His life was threatened after that film came out in 2005. But stamping on nerves is Halperin's business. And while he's a great disher of dirt, he's also a defender of defeated stars, and a critic of corporate greed and institutional evil – think of a slimmer, less meretricious Michael Moore in a slick suit.
So why Brangelina ? This is his penultimate book, he tells me. Halperin is doing one more, top-secret biography with a big American press next fall and then will stick to making movies. He wrote it because he feels Jolie, in particular, is deceptive; that the whole Brangelina enterprise is constructed with “smoke and mirrors.”
“She uses a magician's trick called misdirection,” says Halerpin, wherein, for example, the magician draws the viewer's attention away with a rabbit while palming a coin. Jolie's rabbits are many and well-known (her fallout with her father, her self-injuries, her adoptions), but Halperin draws shrewd and fascinating attention to James Haven, her brother, with whom, at the 2000 Academy Awards, she shared a steamy, French-looking kiss.
The public went wild with disgust and almost immediately afterward, according to Brangelina , Jolie dove into her tempestuous romance with Billy Bob Thornton, regaling the media constantly about their faint-inducing sex life. And, as we turned to watch this new act, we forgot about Haven.

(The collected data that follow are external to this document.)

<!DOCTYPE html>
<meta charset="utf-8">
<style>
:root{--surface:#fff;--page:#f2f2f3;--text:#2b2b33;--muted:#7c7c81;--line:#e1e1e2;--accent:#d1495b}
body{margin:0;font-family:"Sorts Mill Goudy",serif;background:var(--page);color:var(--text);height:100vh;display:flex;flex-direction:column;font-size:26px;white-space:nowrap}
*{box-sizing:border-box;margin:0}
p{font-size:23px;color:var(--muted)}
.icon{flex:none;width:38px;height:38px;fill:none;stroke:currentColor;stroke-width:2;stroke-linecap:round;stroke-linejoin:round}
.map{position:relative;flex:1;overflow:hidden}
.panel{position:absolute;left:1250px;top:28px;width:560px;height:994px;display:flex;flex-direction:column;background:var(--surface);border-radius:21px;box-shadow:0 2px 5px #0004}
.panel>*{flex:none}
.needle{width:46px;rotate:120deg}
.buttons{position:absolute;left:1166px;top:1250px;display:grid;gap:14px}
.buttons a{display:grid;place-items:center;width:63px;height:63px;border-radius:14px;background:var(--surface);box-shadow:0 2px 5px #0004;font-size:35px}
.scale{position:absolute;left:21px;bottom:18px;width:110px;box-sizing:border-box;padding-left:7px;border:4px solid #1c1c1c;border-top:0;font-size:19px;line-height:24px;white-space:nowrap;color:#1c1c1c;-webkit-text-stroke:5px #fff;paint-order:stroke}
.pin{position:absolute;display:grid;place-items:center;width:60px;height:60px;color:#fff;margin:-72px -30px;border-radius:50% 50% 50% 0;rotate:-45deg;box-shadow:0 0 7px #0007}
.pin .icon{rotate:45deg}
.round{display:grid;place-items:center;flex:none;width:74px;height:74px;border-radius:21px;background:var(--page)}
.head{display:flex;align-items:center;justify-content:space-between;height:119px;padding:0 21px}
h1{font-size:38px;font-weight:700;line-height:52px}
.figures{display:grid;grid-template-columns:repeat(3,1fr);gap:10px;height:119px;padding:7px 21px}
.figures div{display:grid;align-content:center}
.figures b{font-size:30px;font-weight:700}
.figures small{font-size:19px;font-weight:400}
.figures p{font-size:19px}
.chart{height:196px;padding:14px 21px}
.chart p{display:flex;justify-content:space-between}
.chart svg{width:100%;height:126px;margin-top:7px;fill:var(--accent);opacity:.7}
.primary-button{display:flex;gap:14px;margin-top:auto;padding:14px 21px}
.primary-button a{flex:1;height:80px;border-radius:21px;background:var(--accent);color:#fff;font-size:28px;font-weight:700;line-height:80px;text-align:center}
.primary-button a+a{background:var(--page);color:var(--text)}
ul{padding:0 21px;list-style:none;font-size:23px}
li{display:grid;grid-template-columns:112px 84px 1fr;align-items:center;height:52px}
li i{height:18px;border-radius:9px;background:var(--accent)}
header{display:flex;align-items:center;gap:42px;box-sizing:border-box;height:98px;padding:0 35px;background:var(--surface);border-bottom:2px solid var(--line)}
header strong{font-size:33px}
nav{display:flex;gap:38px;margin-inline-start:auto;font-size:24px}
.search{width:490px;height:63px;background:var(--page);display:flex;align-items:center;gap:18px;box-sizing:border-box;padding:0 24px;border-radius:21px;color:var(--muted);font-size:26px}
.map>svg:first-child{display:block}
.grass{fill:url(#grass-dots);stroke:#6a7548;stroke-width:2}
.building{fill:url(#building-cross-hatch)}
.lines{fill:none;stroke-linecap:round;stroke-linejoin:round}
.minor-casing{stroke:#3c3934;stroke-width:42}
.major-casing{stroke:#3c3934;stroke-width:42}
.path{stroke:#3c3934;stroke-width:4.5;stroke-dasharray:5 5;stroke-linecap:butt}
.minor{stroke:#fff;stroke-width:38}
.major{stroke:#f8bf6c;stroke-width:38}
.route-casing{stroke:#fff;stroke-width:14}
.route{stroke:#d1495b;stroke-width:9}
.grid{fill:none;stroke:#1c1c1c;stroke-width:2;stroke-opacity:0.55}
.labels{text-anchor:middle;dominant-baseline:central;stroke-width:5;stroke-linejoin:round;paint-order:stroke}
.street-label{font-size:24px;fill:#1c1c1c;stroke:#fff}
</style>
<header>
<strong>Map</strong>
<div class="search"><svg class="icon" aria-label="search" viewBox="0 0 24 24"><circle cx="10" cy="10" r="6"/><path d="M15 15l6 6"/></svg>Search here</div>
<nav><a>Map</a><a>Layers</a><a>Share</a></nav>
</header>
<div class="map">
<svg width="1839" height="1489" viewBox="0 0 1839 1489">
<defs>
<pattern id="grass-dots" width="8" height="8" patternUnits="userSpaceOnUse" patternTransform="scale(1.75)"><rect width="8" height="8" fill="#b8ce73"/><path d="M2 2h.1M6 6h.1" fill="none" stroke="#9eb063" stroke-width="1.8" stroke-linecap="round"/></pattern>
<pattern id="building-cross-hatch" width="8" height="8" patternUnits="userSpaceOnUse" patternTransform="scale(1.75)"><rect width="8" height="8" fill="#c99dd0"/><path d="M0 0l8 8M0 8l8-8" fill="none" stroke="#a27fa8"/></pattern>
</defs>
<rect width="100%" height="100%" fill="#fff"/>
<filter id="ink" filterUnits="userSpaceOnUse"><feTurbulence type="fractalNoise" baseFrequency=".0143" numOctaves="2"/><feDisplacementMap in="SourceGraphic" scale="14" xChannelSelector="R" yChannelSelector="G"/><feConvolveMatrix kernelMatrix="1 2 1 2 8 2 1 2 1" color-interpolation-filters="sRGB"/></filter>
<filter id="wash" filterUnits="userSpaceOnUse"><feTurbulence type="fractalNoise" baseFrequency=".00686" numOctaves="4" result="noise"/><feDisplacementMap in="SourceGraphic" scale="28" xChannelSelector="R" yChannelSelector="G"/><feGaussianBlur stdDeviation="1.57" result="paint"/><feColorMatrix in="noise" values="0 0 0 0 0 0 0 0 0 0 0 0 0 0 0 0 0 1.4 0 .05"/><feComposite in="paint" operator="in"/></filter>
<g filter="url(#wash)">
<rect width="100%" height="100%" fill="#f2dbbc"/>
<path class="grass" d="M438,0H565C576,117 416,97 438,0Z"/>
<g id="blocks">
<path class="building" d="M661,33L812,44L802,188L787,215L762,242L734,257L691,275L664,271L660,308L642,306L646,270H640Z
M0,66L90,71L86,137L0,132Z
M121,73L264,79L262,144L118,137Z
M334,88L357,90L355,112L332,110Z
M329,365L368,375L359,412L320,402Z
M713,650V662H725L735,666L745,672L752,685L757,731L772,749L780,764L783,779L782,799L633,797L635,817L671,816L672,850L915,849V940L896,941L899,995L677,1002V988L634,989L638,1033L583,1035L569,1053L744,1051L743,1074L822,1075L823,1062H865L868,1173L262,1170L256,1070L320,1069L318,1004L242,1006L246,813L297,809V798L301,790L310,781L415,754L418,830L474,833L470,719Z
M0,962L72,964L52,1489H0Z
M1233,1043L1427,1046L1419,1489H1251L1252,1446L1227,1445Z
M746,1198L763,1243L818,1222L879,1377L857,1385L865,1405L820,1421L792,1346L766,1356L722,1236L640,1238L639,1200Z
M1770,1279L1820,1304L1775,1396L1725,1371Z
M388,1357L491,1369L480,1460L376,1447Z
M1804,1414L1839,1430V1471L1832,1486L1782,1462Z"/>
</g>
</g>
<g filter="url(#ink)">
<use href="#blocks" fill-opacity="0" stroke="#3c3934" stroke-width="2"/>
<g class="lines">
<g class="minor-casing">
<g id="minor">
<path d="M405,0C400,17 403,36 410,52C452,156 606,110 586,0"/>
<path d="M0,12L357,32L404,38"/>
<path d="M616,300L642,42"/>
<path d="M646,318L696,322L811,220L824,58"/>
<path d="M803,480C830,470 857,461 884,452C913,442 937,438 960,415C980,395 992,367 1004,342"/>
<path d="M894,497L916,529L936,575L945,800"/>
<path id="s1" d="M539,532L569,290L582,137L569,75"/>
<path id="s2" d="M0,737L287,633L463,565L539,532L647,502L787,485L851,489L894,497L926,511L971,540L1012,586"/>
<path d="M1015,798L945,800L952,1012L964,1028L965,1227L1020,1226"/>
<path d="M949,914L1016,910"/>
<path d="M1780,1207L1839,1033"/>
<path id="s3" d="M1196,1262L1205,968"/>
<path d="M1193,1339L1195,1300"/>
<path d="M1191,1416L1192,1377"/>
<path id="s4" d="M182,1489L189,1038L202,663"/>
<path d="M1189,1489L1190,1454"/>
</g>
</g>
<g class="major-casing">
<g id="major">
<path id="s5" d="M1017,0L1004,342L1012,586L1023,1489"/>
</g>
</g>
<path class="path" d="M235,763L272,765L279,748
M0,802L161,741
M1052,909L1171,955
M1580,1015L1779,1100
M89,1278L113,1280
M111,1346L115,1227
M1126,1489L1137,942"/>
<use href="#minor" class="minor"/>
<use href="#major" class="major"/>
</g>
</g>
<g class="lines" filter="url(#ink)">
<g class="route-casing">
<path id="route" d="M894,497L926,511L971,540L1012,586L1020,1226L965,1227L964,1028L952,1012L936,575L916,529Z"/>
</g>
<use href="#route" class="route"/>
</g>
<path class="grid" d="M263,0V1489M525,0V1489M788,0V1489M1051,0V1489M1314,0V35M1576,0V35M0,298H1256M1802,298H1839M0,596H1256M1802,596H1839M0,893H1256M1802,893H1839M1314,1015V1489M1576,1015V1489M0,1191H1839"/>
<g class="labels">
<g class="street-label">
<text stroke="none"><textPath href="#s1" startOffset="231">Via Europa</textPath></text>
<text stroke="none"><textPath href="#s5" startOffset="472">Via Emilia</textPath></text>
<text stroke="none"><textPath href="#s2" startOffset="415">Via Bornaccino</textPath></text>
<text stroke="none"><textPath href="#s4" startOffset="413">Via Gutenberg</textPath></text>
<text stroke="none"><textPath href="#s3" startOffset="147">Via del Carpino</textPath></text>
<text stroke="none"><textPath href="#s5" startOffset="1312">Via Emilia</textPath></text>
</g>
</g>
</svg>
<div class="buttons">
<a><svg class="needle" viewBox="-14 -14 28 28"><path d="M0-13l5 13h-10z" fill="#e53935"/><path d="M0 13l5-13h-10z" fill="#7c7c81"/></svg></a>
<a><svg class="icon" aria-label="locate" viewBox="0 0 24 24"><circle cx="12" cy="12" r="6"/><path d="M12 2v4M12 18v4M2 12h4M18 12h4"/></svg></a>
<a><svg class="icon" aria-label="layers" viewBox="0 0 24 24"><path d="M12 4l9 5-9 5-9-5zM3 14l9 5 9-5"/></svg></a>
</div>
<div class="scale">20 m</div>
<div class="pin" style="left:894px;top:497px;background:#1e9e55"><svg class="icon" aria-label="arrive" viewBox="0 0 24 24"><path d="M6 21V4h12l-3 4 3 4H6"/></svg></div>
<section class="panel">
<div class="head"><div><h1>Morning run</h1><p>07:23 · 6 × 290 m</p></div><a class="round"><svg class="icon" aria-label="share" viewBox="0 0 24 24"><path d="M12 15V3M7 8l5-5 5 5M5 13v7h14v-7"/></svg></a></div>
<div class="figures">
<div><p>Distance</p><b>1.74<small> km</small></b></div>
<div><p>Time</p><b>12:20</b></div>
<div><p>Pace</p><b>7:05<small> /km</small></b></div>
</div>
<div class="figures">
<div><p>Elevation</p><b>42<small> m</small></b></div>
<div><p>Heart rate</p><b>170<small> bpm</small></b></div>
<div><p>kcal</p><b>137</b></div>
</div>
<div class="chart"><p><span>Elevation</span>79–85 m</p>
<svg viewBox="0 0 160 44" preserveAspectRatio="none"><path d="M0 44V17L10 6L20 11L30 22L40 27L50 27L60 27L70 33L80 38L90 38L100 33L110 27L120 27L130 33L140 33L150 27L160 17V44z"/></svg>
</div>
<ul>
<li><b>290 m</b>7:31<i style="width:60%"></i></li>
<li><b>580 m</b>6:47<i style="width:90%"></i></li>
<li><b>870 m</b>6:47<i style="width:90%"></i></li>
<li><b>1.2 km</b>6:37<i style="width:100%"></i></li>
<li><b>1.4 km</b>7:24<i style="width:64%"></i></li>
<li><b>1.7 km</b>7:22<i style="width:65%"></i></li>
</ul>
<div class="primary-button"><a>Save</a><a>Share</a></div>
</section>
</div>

And soon enough, Jolie forgot about Thornton and turned to her “prize,” as Halperin describes Pitt to me, Hollywood's “golden boy,” then all the more deliciously, married.
Reading Brangelina , one gets two senses of Jolie: that she is a complex shape-shifter of the Madonna school, a genuine humanitarian and beautiful mother and wife. “I respect her,” Halperin says. Yet he offers enough tantalizing information about her that one may also see her as a calculating, heartless machine, like Metropolis 's sexy robot, False Maria.
Alternatively, one might read her in the manner of her legendary tattoos. Brangelina describes still more that were inked then inked over, usually because they were linked to one man or another: These are pentimentos, ultimately, paintings over paintings, just as the actress herself takes great pains to revise her image, over and over.
There is a lot here to please Team Aniston. “She had dignity, she went and quietly sought spiritual counselling,” Halperin says of the famous Aniston-Pitt breakup. And he agrees with my theory that Jolie is sure to have an affair with Johnny Depp, the “new” Sexiest Man Alive, who is very much attached to his long-time love, a father and more suited to Jolie's hokey outlaw taste.
Most will read Brangelina for the salacious gossip, and Halperin will be accused of capitalizing on the couple. And why shouldn't he? These are not actual people, at least not to most of us, just alluring chimeras, and their only value lies in their ability to entice us. This tell-all goes far toward keeping their sexy myth alive: The exhausted-looking Brangelina should send Halperin flowers. A card, at least.